Don’t Take Skinny Repeal Lightly — The Dangers of “Just Pass Something” Mentality

Marc Stier |

As I write this, the Senate is moving in a somewhat haphazard way to a vote on what has been called a “skinny” repeal of the Affordable Care Act. Not only do we not know exactly what will be included in the skinny repeal, but we, like members of the Senate, are uncertain about the point of passing such a bill.

 

Skinny Repeal as Trojan Horse

Most observers of the Senate believe that the goal of enacting a skinny repeal bill is simply to keep the process of repealing, or repealing or replacing, the Affordable Care Act alive. If the Senate acts on some health care bill that is an amendment of the AHCA passed by the House, the next step will be a House-Senate Conference Committee, which would write a final bill that attempts to thread the very narrow needle between more moderate and more conservative Republicans in both the House and Senate. The bulk of the work of the committee would, likely, be carried out in private among Republicans only.
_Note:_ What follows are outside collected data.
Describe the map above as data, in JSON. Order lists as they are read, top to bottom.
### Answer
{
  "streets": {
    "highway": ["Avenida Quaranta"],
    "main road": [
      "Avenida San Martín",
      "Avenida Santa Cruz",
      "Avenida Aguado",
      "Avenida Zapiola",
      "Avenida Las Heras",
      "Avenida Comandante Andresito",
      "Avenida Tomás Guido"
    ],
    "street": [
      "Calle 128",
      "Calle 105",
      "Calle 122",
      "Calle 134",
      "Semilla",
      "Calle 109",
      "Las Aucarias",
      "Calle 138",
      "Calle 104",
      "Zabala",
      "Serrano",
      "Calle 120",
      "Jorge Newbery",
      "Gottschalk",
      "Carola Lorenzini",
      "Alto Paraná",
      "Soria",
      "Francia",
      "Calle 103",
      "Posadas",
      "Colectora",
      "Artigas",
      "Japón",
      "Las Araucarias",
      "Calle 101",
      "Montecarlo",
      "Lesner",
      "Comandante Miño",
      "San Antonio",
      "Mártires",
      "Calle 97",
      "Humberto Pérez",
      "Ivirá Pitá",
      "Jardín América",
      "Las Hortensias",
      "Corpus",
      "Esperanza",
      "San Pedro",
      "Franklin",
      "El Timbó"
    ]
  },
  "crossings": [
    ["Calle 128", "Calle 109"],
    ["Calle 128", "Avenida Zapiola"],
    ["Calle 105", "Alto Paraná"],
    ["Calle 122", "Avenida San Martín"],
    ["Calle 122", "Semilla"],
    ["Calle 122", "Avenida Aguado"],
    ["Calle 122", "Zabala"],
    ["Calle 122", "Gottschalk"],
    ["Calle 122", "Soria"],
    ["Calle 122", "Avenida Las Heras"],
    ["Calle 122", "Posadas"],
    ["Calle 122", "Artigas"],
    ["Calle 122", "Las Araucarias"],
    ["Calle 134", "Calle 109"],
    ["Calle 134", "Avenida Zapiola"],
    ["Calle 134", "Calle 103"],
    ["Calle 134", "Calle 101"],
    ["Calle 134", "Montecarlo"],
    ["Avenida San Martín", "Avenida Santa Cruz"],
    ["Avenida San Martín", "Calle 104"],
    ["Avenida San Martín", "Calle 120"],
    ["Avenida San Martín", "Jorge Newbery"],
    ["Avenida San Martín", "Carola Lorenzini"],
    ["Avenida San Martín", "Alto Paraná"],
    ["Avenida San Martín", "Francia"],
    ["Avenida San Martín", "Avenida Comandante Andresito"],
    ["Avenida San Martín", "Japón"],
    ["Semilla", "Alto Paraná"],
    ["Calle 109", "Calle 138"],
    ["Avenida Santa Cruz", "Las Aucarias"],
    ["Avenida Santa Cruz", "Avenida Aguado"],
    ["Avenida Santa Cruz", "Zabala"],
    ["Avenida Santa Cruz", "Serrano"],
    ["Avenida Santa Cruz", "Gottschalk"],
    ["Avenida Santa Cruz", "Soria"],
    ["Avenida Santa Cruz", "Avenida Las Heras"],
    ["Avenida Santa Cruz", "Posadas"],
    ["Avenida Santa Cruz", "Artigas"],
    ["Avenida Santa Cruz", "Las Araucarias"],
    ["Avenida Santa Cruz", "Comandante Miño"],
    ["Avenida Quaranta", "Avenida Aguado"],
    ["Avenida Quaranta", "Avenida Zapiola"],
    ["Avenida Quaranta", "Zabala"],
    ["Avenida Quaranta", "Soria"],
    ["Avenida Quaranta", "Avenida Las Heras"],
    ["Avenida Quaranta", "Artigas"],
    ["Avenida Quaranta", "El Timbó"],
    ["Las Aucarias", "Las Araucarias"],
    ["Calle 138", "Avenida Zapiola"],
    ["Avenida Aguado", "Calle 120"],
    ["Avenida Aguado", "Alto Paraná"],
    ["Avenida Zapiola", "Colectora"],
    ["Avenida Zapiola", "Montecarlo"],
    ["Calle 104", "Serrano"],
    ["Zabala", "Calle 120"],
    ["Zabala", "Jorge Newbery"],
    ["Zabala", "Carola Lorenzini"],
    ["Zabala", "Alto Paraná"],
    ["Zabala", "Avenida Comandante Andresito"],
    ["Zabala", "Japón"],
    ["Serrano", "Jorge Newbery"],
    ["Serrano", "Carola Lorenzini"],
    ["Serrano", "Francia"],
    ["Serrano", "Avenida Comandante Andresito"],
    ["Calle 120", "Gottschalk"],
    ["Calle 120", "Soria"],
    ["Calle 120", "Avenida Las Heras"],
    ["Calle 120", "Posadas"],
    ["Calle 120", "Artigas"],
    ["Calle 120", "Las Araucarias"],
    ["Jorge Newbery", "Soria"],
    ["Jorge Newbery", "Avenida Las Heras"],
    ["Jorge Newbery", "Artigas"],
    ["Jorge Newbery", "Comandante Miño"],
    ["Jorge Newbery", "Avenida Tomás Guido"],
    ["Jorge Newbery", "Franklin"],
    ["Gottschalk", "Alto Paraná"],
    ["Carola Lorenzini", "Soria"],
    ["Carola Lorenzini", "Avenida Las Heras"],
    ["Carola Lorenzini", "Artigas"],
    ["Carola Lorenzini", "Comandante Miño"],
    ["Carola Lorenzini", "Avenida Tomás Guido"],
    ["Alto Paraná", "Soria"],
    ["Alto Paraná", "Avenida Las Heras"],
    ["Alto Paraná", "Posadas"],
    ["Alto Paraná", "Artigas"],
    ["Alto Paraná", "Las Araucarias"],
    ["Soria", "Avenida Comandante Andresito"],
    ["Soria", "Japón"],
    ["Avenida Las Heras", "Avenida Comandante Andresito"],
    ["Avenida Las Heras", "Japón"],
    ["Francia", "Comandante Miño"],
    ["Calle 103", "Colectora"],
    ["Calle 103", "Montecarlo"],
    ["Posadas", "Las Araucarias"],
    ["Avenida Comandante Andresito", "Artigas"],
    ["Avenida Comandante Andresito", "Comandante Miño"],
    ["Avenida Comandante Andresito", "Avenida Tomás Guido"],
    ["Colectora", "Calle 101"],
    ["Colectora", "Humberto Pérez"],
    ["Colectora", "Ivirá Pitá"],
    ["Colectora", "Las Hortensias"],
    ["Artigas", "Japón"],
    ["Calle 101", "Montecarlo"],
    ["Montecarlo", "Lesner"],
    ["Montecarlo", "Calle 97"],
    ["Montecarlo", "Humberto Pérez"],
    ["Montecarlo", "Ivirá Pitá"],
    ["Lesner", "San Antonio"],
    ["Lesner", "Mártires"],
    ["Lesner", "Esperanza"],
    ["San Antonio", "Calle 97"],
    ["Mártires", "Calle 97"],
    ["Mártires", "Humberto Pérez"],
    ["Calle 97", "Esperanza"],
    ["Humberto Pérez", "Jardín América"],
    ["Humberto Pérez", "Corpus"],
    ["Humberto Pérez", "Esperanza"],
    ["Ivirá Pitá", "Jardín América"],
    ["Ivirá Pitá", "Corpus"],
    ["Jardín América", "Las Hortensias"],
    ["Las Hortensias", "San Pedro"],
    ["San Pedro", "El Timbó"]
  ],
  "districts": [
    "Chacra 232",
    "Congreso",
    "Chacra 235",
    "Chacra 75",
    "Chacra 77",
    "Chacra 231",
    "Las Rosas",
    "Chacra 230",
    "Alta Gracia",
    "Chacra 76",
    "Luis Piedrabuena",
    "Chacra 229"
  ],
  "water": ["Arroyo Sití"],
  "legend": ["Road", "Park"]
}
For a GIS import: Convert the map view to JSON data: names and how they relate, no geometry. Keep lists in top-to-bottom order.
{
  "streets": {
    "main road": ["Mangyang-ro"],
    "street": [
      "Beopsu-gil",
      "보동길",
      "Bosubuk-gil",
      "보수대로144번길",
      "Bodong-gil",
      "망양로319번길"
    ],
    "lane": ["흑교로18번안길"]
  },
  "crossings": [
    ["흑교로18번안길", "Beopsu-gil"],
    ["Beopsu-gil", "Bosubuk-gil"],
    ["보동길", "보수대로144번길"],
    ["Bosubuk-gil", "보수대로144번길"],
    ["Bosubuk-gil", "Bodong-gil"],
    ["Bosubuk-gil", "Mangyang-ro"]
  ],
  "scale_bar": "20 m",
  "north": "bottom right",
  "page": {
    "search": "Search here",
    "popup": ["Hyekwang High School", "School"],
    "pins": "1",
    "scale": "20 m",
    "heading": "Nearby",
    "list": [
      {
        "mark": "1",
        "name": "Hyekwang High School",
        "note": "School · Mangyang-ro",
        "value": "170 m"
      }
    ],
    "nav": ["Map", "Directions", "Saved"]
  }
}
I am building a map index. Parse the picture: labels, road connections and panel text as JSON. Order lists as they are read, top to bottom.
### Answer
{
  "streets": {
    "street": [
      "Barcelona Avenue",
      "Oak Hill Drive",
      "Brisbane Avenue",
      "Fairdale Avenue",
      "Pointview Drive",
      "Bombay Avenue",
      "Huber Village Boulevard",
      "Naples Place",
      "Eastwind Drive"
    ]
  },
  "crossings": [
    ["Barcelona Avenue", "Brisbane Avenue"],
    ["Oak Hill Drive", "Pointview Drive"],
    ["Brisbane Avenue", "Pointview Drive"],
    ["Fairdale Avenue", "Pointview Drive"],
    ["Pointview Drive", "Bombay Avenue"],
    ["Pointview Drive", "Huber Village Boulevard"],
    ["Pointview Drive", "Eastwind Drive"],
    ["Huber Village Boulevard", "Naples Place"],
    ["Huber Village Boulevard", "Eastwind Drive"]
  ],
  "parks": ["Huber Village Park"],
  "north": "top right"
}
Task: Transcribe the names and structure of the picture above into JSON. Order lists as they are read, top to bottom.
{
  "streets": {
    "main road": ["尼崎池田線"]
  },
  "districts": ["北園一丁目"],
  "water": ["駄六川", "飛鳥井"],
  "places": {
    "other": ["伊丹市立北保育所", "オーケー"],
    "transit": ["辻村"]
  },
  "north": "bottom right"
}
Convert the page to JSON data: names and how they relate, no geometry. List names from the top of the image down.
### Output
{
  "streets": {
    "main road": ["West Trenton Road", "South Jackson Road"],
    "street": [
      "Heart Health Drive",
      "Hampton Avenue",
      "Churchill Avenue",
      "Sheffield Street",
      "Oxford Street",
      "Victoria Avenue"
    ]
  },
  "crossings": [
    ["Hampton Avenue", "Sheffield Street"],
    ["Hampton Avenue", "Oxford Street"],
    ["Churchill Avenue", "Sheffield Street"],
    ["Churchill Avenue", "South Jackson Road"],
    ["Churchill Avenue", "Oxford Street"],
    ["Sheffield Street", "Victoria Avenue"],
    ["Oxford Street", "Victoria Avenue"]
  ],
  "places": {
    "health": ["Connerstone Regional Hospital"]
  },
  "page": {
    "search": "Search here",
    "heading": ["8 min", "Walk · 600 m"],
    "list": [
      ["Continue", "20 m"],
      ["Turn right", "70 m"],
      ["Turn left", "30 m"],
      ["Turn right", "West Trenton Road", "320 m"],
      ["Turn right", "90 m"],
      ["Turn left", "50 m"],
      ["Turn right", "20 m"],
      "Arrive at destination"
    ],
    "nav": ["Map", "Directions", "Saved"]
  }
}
The bill it produces would go back to the House and Senate where it would receive an up and down vote with no opportunity for amendments.

While we believe it will be very hard to write a bill that can win a majority in both the House and Senate, there is a very real danger that once a final bill is written enormous public pressure would be applied to Republicans in both houses to vote for the bill. And make no mistake, the bill would be terrible for Americans and Pennsylvanians. As we’ve pointed out, the basic structure of the Republican plan to repeal and replace the ACA can’t help but lead to more than 20 million fewer Americans, and 1.2 million Pennsylvanians, having health insurance.

So we urge Senator Toomey to oppose the plan — without much hope that he’s listening.

Skinny Repeal as Policy

There is another reason to oppose the skinny repeal bill — the House might simply embrace and enact it. And while we don’t know exactly what will wind up in the bill, it appears that it includes a repeal of both the individual and employer mandates. The consequences of repealing them would be a flight of healthy people from both the health care exchanges and individual insurance market. But as healthy people leave the insurance pool, it would leave folks who are sicker and more expensive to insure, which in turn leads more people to drop insurance and premiums to rise again. The ultimate result, according to the CBO, is that 16 million fewer people will have insurance and premiums will increase by 20%.

These numbers are so disturbing that, at the moment, at least Republican Senators have said they won’t vote for the proposal unless they have iron-clad assurances that, if it passes the Senate, the House won’t immediately take it up and pass it. Speaker Paul Ryan has released a statement that says he is willing to do that, but he offers no guarentees.

Skinny Repeal and Reconciliation

There is also some question about whether the skinny repeal proposal can be adopted under the reconciliation process, which requires the Senate health care bill to reduce the budget at least as much as the House bill. The problem is that higher premiums created by repealing the two mandates would lead to substantially higher federal spending as federal tax credits for those earning 250% of the federal poverty line or below would have to rise to offset higher insurance premiums in the marketplace.

That is not the only procedural barrier for skinny repeal. The Senate parliamentarian has already ruled that some of the provisions Senator McConnell wanted to add to the proposal to secure 50 votes, such as a repeal of some of the health insurance regulations in the ACA including the essential benefits rule, could not be included. Senate Rules require that legislation considered under the reconciliation process only include provisions that directly change federal revenues or outlays.

Updates

We will update this post as the Senate debate continues.

11:00 pm Update.

It appears the skinny bill has the features we mentioned above and a few others.

–It gives the states some flexibility to waive the requirements that all insurance provide all essential benefits and does not charge higher premiums for those with pre-existing conditions. (We still do not konw how this can be allowed under the rules for reconciliation.)

–It increases the limits for  health savings accounts which mainly benefits those with higher incomes.

–It delays the tax on medical devices for three years.

–It increases funds for community centers.

Paul Ryan has said he will go go to a conference committee to work out a compromise House-Senate bill rather than take the skinny repeal bill to the House floor for an immediate vote. He has not made an iron-clad promise to do so, however. It is not clear whether his statement will mollify enough Senators who remain opposed to the skinny repeal proposal but want to see the process of repealing the ACA continue with a conference committee.